May 29, 1931—Starr Faithfull had a name practically made for the tabloids, and what happened to her in the hours following this date—the last one on which she was seen alive—assured that she would remain there for weeks.
The 25-year-old beauty, who lived with her family in New York’s Greenwich Village, now went missing from an ocean liner off Long Beach, Long Island, only to turn up just after dawn on June 8—fingernails painted bright red, wearing an expensive fitted black-and-white dress, but face down, seaweed tangled in her hair, dead.
The condition of the body—badly bruised—would, by itself, have been enough to guarantee the interest of law enforcement. But it also turned out that Starr’s liver was found to contain the barbiturate veronal, and that she had kept a diary in which her sexual history—including flings with numerous men—was exhaustively detailed.
With her bobbed hair, taste for liquor and disregard for sexual mores, she seemed to embody an F. Scott Fitzgerald flapper. But just a bit of probing showed that, in one crucial respect, she resembled less one of those "flaming youth" than Fitzgerald’s Nicole Diver in Tender Is the Night: both were victims of child molestation.
These facts, coupled with a slow news cycle, guaranteed that the Starr Faithfull case would hit not only the tabloids during the first half of the summer of 1931, but also even the pages of the good, gray New York Times. Four years later, John O’Hara would transform her life and sad end into a bitter dissection of sex and class in Prohibition-era Gotham, Butterfield 8. If the latter title rings a vague bell, it might be from the obituaries several weeks ago for Elizabeth Taylor, recounting that her first Oscar came for her performance in the 1960 adaptation of the O’Hara novel.

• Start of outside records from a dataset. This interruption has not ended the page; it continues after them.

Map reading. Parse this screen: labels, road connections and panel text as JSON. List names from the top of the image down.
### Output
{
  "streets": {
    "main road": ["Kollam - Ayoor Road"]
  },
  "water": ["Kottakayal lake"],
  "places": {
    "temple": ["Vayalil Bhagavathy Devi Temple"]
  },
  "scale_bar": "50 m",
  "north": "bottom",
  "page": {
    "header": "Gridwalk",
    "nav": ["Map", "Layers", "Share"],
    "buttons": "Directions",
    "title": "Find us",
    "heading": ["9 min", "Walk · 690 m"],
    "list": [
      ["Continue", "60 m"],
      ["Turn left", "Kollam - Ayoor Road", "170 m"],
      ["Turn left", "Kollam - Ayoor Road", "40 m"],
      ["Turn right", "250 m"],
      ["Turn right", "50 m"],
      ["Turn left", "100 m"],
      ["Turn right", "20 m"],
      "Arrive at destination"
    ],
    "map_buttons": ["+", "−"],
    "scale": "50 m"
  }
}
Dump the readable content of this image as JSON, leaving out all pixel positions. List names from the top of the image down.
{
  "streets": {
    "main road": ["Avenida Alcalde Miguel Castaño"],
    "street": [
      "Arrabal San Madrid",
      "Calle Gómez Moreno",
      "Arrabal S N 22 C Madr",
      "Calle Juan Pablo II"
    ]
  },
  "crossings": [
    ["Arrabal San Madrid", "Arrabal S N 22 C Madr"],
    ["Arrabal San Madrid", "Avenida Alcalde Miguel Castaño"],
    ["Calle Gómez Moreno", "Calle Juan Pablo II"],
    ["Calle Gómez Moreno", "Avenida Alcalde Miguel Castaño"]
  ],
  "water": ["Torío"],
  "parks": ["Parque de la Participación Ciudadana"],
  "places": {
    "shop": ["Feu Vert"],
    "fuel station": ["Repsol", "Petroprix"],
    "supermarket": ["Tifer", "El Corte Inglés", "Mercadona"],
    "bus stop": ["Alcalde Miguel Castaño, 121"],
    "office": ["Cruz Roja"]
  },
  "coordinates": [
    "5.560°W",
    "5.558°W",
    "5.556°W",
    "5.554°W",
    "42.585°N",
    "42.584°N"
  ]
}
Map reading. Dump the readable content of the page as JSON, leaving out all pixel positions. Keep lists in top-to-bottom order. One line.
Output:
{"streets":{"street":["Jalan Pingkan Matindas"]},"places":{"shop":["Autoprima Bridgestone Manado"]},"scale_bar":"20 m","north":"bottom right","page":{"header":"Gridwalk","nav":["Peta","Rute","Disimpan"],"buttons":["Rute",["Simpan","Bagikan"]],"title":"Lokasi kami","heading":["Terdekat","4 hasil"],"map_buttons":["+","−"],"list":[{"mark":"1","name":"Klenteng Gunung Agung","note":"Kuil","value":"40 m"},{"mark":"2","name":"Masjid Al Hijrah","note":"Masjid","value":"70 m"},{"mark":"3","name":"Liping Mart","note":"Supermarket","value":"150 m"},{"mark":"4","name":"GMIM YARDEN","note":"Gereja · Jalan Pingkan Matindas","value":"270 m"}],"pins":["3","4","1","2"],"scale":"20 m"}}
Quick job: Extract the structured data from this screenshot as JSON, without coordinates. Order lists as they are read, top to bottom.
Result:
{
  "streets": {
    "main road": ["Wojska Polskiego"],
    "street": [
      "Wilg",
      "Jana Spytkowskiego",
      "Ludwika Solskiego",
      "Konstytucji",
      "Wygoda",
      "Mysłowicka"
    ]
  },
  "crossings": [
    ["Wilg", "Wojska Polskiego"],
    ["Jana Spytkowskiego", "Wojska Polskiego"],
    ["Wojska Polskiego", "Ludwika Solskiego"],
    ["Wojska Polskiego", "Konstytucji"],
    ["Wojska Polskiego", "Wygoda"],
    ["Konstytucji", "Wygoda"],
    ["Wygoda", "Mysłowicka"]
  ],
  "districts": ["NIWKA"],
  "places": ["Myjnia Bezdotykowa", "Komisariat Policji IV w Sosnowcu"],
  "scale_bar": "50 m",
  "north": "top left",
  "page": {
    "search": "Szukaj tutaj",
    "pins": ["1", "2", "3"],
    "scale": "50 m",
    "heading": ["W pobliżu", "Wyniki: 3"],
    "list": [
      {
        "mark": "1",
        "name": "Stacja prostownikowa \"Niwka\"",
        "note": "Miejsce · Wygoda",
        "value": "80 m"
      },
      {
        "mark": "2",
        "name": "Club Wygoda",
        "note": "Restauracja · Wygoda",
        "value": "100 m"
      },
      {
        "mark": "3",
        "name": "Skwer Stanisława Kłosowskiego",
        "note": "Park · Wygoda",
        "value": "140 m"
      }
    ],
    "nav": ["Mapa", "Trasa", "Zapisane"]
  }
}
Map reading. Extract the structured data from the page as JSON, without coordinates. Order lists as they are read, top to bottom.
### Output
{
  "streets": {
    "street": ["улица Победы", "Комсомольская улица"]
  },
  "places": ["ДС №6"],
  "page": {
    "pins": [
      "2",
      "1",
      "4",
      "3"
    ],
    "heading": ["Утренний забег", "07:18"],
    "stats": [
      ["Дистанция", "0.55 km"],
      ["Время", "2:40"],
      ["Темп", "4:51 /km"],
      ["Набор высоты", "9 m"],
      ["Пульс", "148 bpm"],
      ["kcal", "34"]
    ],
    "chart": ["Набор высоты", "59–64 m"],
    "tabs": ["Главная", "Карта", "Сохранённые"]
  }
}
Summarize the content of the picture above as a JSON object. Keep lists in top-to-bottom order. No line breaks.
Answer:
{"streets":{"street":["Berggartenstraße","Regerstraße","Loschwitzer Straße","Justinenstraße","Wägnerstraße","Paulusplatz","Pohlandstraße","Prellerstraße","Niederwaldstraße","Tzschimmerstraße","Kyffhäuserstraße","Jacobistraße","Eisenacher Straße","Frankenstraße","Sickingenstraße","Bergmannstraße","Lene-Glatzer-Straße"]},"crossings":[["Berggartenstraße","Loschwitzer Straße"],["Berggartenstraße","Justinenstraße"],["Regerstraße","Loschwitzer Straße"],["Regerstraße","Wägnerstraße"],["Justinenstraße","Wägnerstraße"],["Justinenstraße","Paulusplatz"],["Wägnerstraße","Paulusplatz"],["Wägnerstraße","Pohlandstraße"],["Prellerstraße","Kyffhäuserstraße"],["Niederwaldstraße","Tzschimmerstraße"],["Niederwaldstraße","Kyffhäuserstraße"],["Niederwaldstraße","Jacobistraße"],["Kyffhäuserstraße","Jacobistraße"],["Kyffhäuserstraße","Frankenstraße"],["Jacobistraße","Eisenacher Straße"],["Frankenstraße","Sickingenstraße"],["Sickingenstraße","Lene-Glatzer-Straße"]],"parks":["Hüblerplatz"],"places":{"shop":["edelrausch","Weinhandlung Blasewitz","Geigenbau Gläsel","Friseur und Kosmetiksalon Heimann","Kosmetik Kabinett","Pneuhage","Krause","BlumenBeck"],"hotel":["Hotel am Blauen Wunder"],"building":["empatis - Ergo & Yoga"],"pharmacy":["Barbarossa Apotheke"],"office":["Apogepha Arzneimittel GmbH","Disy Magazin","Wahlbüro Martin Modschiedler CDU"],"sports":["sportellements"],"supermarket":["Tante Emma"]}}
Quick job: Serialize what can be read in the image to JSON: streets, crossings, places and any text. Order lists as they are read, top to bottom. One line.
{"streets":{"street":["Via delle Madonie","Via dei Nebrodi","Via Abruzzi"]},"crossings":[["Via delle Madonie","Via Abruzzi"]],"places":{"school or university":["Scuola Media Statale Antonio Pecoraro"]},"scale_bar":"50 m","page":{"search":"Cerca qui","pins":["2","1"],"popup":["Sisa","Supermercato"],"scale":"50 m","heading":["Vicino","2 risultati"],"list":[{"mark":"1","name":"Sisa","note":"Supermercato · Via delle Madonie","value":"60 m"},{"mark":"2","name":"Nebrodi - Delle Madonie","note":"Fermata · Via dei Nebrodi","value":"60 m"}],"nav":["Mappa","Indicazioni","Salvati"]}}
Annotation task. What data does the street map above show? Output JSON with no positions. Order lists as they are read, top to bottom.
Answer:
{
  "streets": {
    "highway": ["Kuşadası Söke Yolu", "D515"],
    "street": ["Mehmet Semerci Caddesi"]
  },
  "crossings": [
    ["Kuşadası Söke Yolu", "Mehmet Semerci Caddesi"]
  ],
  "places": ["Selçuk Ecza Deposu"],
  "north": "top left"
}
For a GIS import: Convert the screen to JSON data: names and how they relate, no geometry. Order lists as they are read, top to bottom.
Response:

Gloria Wandrous, the protagonist of O’Hara’s only roman a clef, or tale based closely on a real-life incident (he normally used the general details of a person’s life while transforming the externals), is seduced as a child first by a friend of an uncle, then by a heavyset school principal.
The facts in the Starr Faithfull case were even more sensational. When reporters burst into the apartment Starr shared with her family on St. Luke’s Place, a few doors down from New York Mayor Jimmy Walker, they discovered in her diaries a reference to a cousin of her mother’s--identified as AJP—who had molested her with the aid of ether while she was a child.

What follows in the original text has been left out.